Senior Independent Director.

Role and Duties of The Senior Independent Director

  1. The Senior Independent Director has the same general legal responsibilities to the Company as any other director. The Board as a whole is collectively responsible for the success of the Company. The Board's role is, among others, to:
    1. provide entrepreneurial leadership of the Company within a framework of prudent and effective controls which enable risk to be assessed and managed;
    2. set the Company’s strategic aims, ensure that the necessary financial and human resources are in place for the Company to meet its objectives, and review management performance; and
    3. set the Company’s values and standards and ensure that its obligations to its shareholders and others are understood and met.
  2. The Companies Act 2006 provides that all directors must act in the way they consider, in good faith, would be most likely to promote the success of the Company for the benefit of its members as a whole.
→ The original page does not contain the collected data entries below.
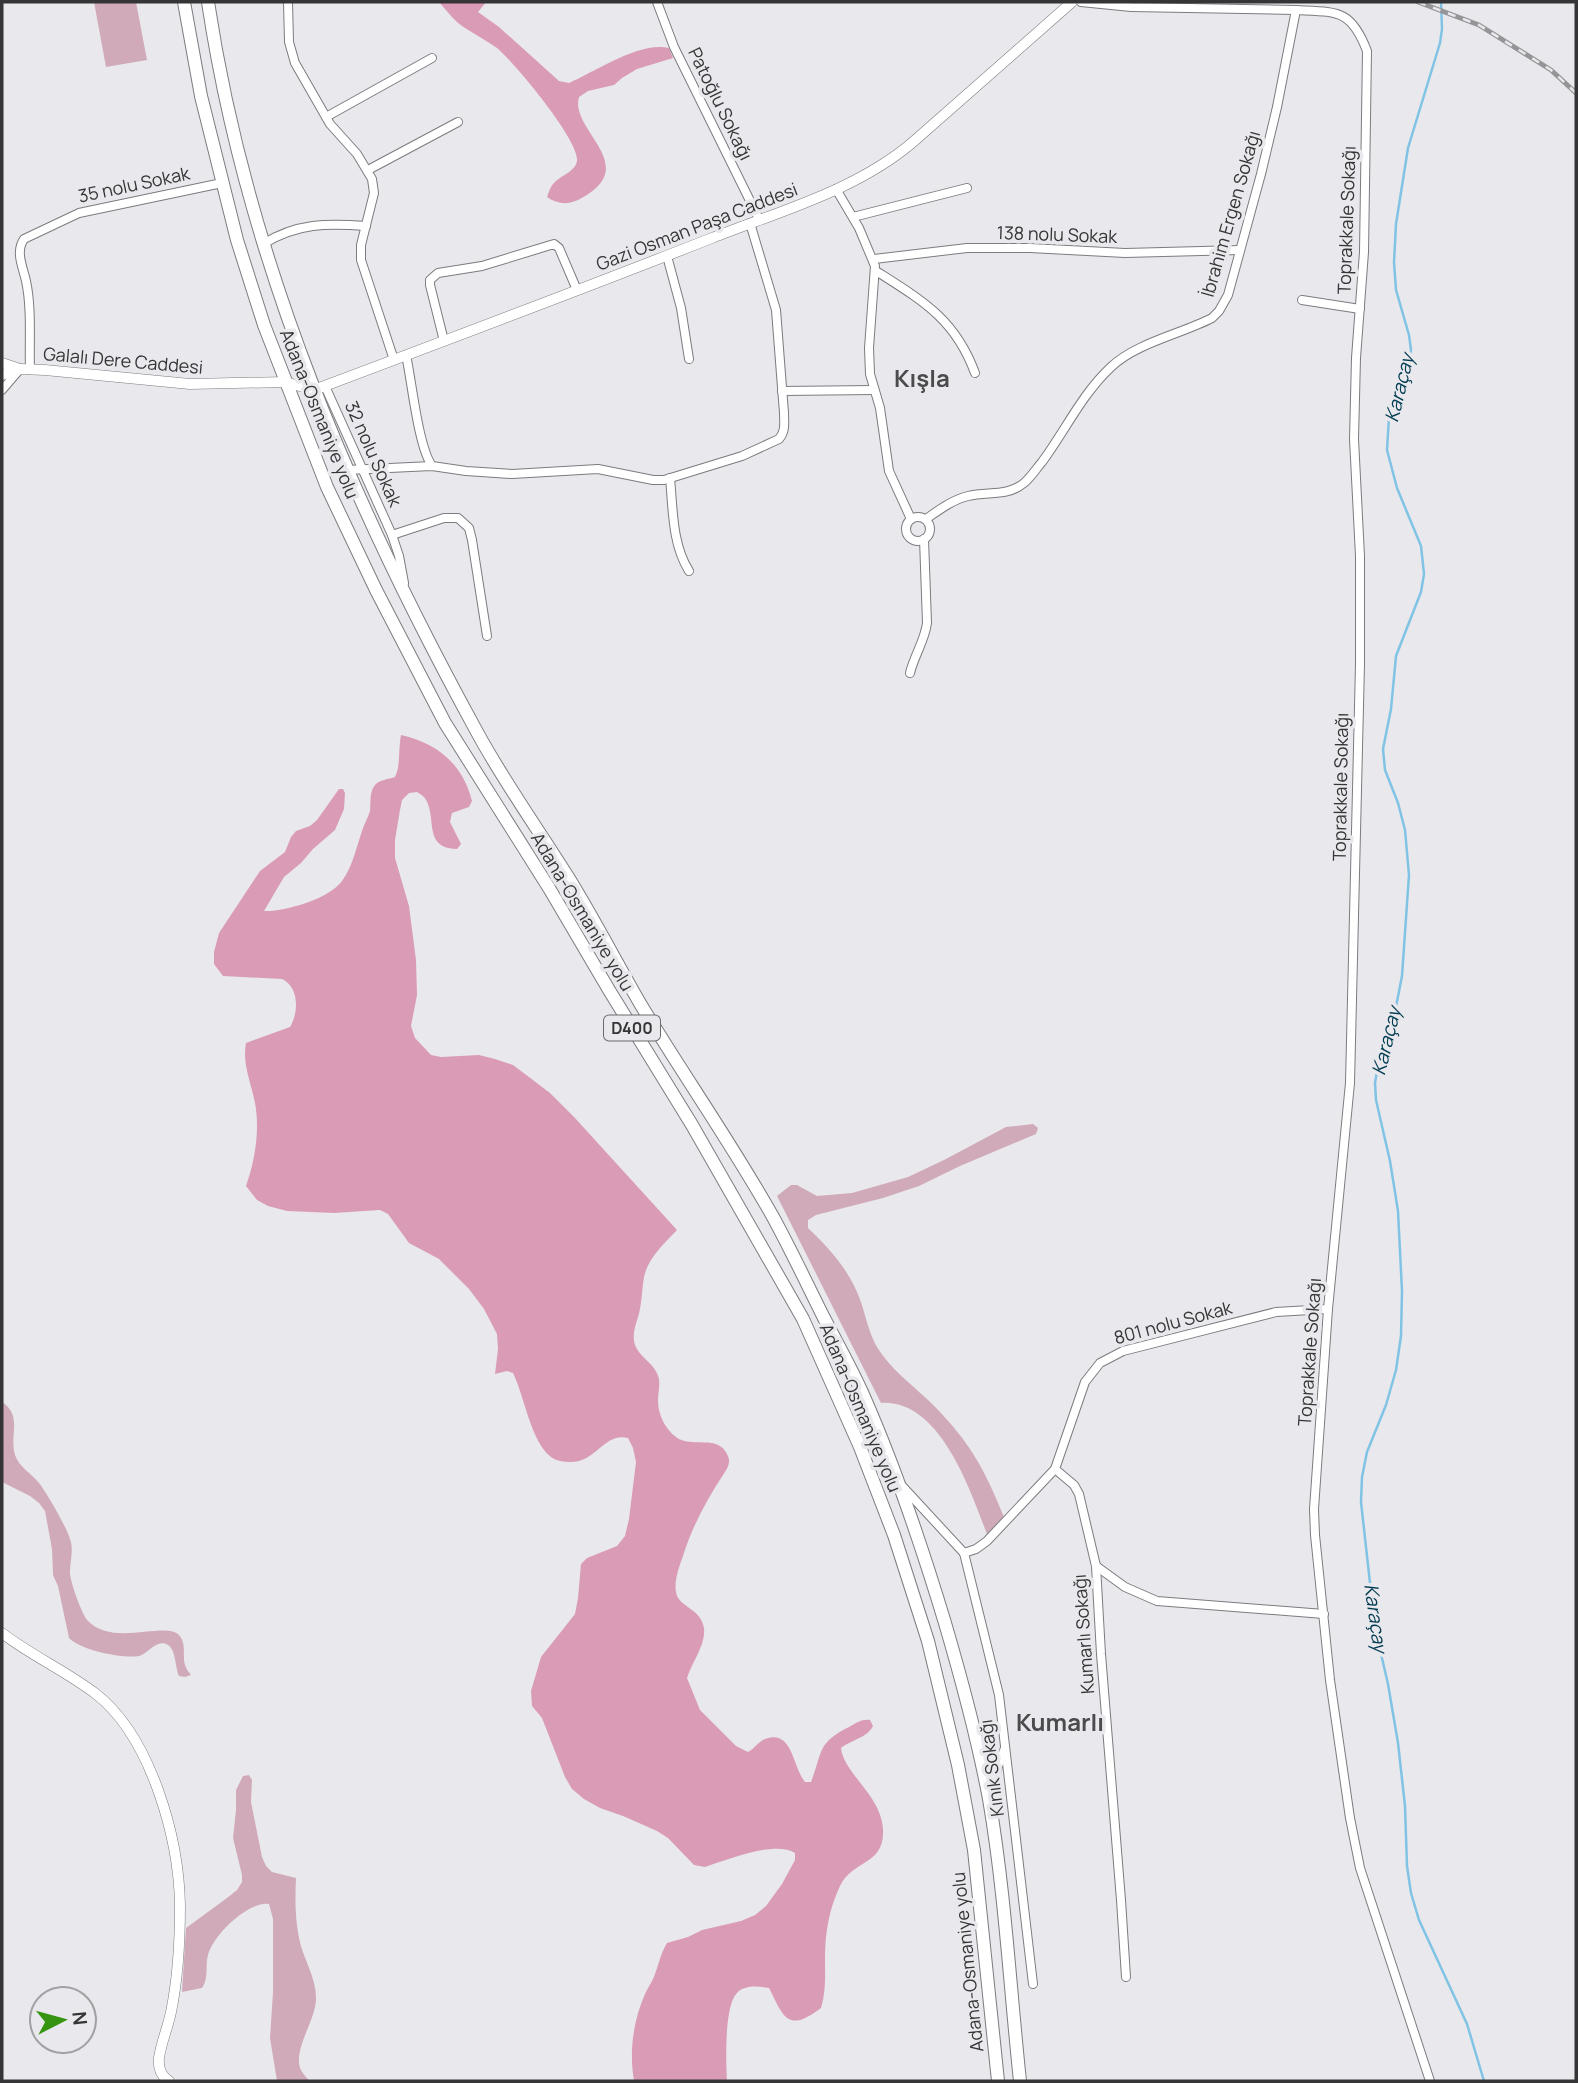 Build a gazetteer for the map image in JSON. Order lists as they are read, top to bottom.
{
  "streets": {
    "highway": ["Adana-Osmaniye yolu", "D400"],
    "street": [
      "Patoğlu Sokağı",
      "35 nolu Sokak",
      "İbrahim Ergen Sokağı",
      "Toprakkale Sokağı",
      "Gazi Osman Paşa Caddesi",
      "138 nolu Sokak",
      "Galalı Dere Caddesi",
      "32 nolu Sokak",
      "801 nolu Sokak",
      "Kumarlı Sokağı",
      "Kınık Sokağı"
    ]
  },
  "crossings": [
    ["Patoğlu Sokağı", "Gazi Osman Paşa Caddesi"],
    ["Patoğlu Sokağı", "Adana-Osmaniye yolu"],
    ["Patoğlu Sokağı", "32 nolu Sokak"],
    ["35 nolu Sokak", "Galalı Dere Caddesi"],
    ["35 nolu Sokak", "Adana-Osmaniye yolu"],
    ["İbrahim Ergen Sokağı", "Toprakkale Sokağı"],
    ["İbrahim Ergen Sokağı", "138 nolu Sokak"],
    ["Toprakkale Sokağı", "801 nolu Sokak"],
    ["Gazi Osman Paşa Caddesi", "Adana-Osmaniye yolu"],
    ["Gazi Osman Paşa Caddesi", "32 nolu Sokak"],
    ["Galalı Dere Caddesi", "Adana-Osmaniye yolu"],
    ["Adana-Osmaniye yolu", "32 nolu Sokak"],
    ["Adana-Osmaniye yolu", "Kınık Sokağı"],
    ["801 nolu Sokak", "Kumarlı Sokağı"]
  ],
  "districts": ["Kışla", "Kumarlı"],
  "water": ["Karaçay"],
  "north": "right"
}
In doing so, as a director, the Senior Independent Director must have regard (among other matters) to: 
    1. the likely consequences of any decision in the long term;
    2. the interests of the Company's employees; 
    3. the need to foster the Company's business relationships with suppliers, customers and others; 
    4. the impact of the Company's operations on the community and the environment; 
    5. the desirability of the Company maintaining a reputation for high standards of business conduct; and
    6. the need to act fairly as between the members of the Company. 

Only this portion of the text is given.